▶ [AIM OF THE EXERCISE] The required result is every line of the records that includes "canvas".

▶ [DATA IN THIS EXERCISE]
****************
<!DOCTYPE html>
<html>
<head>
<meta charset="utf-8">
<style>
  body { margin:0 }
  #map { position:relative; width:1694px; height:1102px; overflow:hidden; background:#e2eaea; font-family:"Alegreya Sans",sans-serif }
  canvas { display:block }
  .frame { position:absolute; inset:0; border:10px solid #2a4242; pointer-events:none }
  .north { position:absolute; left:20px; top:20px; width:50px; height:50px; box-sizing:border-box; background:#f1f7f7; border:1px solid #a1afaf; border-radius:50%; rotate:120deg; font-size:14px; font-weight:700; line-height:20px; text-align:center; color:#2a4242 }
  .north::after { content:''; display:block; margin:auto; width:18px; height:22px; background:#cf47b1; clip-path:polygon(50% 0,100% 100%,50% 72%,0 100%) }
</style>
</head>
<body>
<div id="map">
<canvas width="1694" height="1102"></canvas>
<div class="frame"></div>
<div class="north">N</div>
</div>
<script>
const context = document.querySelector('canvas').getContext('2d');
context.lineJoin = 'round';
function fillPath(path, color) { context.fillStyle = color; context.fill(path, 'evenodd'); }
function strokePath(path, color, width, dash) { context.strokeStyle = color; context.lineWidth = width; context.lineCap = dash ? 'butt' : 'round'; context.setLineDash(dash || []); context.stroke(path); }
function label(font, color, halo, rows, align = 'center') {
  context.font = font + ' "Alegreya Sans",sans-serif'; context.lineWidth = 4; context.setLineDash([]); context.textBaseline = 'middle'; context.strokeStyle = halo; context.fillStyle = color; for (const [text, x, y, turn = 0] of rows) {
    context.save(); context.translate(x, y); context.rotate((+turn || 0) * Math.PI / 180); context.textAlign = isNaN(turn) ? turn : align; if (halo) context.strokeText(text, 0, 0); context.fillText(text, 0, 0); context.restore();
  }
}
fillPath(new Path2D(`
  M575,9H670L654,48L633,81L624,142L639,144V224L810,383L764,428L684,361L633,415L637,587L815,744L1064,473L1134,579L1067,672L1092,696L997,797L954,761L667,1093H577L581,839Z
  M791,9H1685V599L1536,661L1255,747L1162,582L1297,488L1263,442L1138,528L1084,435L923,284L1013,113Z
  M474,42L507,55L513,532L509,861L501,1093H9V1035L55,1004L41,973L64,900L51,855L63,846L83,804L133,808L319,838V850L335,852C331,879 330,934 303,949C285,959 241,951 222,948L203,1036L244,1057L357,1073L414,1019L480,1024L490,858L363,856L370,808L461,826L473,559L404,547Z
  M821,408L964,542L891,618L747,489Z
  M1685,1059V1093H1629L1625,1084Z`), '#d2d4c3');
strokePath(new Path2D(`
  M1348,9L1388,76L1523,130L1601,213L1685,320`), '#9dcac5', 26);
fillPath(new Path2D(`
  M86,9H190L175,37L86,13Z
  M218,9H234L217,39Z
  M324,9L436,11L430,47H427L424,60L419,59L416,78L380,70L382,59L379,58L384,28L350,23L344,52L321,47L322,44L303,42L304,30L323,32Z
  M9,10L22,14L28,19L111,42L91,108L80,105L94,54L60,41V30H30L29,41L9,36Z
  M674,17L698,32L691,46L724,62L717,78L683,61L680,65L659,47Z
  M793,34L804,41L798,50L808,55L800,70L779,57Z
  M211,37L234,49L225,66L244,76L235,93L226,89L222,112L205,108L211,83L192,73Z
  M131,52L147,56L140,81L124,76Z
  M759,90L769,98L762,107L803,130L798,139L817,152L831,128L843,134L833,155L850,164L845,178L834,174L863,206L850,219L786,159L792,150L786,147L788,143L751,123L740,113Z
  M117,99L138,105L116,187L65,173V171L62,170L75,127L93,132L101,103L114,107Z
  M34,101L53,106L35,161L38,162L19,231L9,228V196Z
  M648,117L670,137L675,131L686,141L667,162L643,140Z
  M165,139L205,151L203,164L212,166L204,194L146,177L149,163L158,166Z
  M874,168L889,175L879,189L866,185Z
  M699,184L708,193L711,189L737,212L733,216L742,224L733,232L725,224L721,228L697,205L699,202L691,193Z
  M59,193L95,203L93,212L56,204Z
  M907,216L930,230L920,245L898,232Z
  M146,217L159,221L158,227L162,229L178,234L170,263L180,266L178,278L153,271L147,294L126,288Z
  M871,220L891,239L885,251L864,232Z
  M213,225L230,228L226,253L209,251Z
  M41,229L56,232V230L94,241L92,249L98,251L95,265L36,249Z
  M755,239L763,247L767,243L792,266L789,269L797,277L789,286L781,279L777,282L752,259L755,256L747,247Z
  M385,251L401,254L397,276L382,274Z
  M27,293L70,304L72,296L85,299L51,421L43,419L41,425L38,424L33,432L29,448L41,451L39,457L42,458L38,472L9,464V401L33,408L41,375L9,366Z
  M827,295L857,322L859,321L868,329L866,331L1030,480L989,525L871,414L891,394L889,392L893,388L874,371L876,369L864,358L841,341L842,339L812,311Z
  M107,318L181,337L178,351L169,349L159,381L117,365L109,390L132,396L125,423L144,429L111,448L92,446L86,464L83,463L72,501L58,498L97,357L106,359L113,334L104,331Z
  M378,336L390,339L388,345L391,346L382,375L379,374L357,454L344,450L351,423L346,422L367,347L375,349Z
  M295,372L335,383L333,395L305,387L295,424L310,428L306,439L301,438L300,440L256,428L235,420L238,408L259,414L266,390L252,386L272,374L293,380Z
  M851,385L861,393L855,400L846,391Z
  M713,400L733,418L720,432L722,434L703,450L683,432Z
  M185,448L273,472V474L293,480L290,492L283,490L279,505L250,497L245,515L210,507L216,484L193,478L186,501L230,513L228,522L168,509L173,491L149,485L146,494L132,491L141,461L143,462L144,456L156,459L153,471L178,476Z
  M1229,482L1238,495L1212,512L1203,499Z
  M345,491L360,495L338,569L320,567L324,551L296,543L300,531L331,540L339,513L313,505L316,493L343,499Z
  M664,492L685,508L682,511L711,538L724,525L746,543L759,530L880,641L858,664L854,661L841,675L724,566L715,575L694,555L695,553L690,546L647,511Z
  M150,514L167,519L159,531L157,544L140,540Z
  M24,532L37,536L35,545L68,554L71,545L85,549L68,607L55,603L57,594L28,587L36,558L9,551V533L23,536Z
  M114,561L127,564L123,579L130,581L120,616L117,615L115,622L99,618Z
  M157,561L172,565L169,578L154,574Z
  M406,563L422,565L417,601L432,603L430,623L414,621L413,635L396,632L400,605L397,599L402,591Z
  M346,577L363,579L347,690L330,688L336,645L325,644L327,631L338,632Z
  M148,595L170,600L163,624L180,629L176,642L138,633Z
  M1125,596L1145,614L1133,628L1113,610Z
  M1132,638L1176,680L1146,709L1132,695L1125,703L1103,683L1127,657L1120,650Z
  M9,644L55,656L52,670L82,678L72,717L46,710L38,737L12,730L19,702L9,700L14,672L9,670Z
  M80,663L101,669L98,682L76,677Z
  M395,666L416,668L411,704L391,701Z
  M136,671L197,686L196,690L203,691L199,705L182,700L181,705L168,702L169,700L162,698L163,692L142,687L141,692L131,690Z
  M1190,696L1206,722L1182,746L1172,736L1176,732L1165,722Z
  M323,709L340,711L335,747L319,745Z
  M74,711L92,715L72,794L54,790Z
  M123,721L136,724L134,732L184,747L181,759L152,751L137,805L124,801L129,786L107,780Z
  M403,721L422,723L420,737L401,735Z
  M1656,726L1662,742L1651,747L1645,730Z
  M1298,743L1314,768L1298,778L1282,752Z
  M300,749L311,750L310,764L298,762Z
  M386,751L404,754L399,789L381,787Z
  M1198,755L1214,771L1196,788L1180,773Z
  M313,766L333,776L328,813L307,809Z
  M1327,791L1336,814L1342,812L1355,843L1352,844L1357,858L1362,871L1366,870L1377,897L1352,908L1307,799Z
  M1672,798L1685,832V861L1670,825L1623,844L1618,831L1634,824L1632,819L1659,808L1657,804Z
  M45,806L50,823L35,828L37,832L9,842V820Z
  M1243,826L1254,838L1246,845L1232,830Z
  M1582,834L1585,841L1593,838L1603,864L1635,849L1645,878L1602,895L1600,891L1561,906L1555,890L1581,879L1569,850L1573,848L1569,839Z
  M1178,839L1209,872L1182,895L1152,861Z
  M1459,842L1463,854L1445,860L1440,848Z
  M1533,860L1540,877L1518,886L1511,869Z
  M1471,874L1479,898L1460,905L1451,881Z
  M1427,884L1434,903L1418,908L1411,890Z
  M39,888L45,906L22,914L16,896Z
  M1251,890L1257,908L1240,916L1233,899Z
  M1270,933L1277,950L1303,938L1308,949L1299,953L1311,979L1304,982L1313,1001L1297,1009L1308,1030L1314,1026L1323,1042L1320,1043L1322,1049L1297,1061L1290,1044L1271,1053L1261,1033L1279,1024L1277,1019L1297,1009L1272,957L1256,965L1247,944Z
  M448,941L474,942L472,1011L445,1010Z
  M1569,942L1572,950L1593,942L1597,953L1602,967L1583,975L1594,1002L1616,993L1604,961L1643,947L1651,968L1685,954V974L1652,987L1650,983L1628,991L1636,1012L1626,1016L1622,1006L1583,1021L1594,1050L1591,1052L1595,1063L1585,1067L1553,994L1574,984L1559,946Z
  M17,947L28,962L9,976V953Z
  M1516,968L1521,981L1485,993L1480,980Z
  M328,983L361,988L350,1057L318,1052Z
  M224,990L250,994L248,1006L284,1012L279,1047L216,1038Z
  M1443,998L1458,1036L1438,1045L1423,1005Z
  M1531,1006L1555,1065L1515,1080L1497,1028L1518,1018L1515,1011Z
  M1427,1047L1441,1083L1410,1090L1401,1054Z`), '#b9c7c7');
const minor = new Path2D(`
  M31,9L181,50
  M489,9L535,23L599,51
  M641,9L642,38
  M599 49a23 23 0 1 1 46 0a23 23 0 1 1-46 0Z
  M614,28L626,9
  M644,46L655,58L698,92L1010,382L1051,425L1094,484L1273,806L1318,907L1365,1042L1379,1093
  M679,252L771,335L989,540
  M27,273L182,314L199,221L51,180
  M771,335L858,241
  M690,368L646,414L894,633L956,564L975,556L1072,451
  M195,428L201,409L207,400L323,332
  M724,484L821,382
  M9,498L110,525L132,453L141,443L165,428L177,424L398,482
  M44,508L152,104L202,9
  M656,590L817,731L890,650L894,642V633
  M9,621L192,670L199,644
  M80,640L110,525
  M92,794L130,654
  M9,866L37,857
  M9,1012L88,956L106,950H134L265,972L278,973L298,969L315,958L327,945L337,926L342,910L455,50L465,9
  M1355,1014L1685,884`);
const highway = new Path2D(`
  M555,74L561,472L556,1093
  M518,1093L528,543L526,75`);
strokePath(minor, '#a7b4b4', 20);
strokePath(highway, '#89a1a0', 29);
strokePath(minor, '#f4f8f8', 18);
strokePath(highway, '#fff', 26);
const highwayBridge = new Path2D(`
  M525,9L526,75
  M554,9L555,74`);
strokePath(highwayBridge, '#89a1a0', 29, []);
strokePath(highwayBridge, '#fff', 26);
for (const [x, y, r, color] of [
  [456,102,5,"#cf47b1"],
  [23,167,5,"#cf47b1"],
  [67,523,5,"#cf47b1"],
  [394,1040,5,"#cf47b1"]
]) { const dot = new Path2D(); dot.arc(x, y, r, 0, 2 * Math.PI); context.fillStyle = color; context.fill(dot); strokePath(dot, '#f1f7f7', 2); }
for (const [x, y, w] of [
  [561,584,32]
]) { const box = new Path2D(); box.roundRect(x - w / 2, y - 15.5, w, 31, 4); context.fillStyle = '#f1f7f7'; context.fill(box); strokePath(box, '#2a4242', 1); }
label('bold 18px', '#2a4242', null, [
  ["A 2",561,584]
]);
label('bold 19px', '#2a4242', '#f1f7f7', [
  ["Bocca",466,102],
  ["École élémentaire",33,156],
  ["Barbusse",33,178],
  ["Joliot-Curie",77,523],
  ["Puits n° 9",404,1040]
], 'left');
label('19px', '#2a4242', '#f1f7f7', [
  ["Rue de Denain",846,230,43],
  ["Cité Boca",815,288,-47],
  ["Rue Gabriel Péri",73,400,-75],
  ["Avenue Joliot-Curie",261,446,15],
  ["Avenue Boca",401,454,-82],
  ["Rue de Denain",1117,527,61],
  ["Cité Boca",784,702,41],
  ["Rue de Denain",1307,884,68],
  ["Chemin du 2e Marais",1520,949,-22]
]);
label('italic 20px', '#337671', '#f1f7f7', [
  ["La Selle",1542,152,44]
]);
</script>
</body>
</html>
****************
▶ [YOUR SOLUTION]
  canvas { display:block }
<canvas width="1694" height="1102"></canvas>
const context = document.querySelector('canvas').getContext('2d');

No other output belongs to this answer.